_The problem_. If a line contains the word "position", include it in the count; state how many such lines the listing has and nothing else.

(Source information begins)

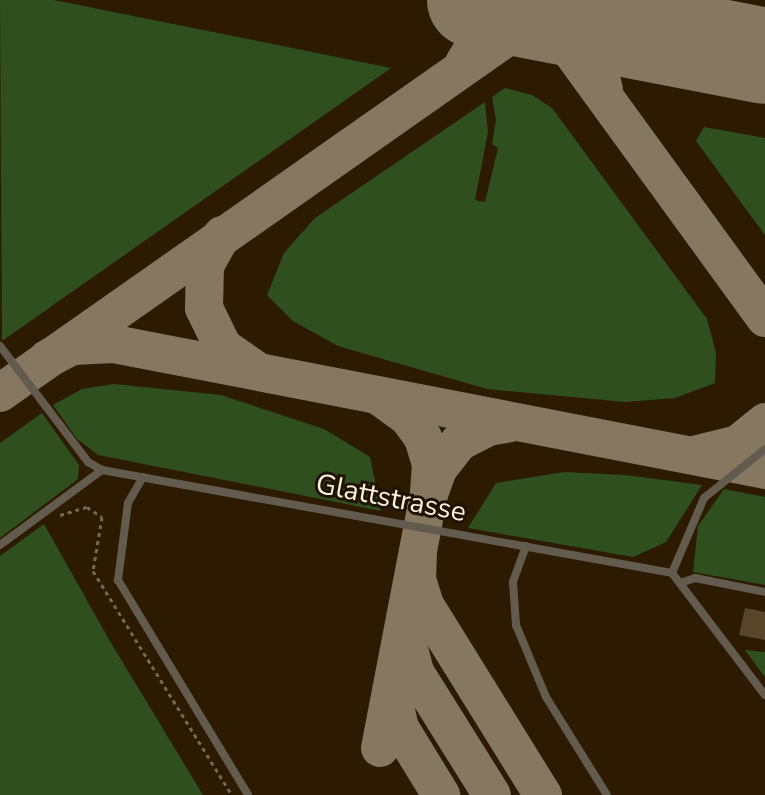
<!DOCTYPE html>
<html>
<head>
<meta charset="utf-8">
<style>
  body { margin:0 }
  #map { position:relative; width:765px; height:795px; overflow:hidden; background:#2c1b00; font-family:"Nunito Sans",sans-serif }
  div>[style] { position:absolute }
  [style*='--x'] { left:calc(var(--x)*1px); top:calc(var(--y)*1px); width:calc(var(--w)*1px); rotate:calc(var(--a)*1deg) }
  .green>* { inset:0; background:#304f1f }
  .taxiway>* { height:38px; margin:-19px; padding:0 19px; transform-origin:19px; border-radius:19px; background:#867860 }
  .runway>* { height:96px; margin:-48px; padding:0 48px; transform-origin:48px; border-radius:48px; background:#867860 }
  .building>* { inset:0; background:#594529 }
  .path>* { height:3px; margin-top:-1.5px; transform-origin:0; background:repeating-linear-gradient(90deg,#776851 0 4px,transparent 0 8px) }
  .lane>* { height:8px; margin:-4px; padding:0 4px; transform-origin:4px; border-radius:4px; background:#645b4f }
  span { translate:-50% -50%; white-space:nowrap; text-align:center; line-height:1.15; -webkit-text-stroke:6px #201301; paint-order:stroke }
  .street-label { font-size:28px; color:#fcf1e0 }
</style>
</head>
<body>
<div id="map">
  <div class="green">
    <div style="clip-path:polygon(0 0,54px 0,391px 68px,2px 341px)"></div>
    <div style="clip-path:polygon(505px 88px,532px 95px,552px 108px,707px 319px,716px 353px,715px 383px,675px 398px,625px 402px,487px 389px,338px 346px,293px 321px,267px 295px,284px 253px,315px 218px,485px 102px,488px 132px,475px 200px,485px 202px,498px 148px,492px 144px,496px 120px,492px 97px)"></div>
    <div style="clip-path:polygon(704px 127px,765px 138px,765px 235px,696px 141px)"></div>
    <div style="clip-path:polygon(114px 384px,221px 395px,324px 429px,370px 457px,381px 511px,98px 455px,77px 439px,53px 405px,82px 389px)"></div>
    <div style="clip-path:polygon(42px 413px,79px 465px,78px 479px,0 538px,0 443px)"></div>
    <div style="clip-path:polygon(564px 472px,625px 475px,702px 485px,666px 542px,633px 557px,468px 528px,496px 483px)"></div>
    <div style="clip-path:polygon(724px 489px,765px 497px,765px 585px,693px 572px,698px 526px)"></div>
    <div style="clip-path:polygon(44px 524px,111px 643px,203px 795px,0 795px,0 556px)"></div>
    <div style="clip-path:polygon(745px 650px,765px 652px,765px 677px,747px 653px)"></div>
  </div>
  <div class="taxiway">
    <div style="--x:534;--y:0;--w:393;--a:54"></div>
    <div style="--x:602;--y:0;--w:51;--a:97.8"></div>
    <div style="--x:595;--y:51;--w:40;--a:77"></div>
    <div style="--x:464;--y:63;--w:39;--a:-59"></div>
    <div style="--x:484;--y:30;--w:32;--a:-72"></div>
    <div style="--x:222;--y:235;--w:35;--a:119"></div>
    <div style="--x:205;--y:266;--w:42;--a:91.4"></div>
    <div style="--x:204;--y:308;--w:43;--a:64"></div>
    <div style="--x:223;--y:347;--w:40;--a:34.9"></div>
    <div style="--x:47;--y:359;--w:29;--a:-27"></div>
    <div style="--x:73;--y:346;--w:41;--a:-2.8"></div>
    <div style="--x:114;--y:344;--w:663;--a:10.95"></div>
    <div style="--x:0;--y:393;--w:684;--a:-35.06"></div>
    <div style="--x:380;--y:397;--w:34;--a:36"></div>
    <div style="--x:408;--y:417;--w:26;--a:54"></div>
    <div style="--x:423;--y:438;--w:27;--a:73"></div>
    <div style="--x:431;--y:464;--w:30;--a:94"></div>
    <div style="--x:429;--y:494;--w:27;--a:-70"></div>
    <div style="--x:438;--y:469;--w:34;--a:-52"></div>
    <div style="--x:459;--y:442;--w:33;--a:-27"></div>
    <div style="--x:488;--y:427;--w:22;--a:-10"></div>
    <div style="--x:698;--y:454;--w:41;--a:-14"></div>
    <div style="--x:738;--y:444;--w:35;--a:-39"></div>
    <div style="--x:418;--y:552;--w:27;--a:92"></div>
    <div style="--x:417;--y:579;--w:27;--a:73"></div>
    <div style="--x:425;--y:605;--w:224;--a:58.2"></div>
    <div style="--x:405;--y:633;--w:40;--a:75.6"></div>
    <div style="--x:415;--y:672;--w:145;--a:58"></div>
    <div style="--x:393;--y:696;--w:33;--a:78"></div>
    <div style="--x:400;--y:728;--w:79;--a:58.5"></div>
    <div style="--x:380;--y:748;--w:259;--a:-79.1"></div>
  </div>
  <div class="runway">
    <div style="--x:475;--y:0;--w:295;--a:10.9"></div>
  </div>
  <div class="building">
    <div style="clip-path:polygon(745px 608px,765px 612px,765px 640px,739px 635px)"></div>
  </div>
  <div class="path">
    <div style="--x:60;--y:515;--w:28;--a:-17"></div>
    <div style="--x:87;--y:507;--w:18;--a:34"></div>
    <div style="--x:102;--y:517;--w:55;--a:99.5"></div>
    <div style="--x:93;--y:571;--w:264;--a:58.2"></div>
  </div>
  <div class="lane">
    <div style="--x:0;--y:346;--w:146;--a:52.8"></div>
    <div style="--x:88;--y:462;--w:16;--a:30"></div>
    <div style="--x:102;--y:470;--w:579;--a:10.24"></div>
    <div style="--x:672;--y:573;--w:82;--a:-66.9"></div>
    <div style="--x:704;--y:498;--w:78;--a:-38.8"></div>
    <div style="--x:143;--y:477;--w:30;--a:120"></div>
    <div style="--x:128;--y:503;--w:78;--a:97.4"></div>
    <div style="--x:118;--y:580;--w:251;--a:58.8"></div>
    <div style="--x:0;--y:545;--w:127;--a:-36.3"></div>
    <div style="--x:526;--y:546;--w:38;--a:110"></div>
    <div style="--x:513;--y:582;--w:43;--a:86"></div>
    <div style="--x:516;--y:625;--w:78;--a:67.4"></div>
    <div style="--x:546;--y:697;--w:115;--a:58.1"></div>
    <div style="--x:672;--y:573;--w:153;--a:52.7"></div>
    <div style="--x:683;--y:582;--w:13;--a:-18"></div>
    <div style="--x:695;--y:578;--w:71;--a:11.3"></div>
  </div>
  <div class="street-label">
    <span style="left:391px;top:498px;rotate:11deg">Glattstrasse</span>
  </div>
</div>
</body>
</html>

(Source information ends)

_Answer box_. 2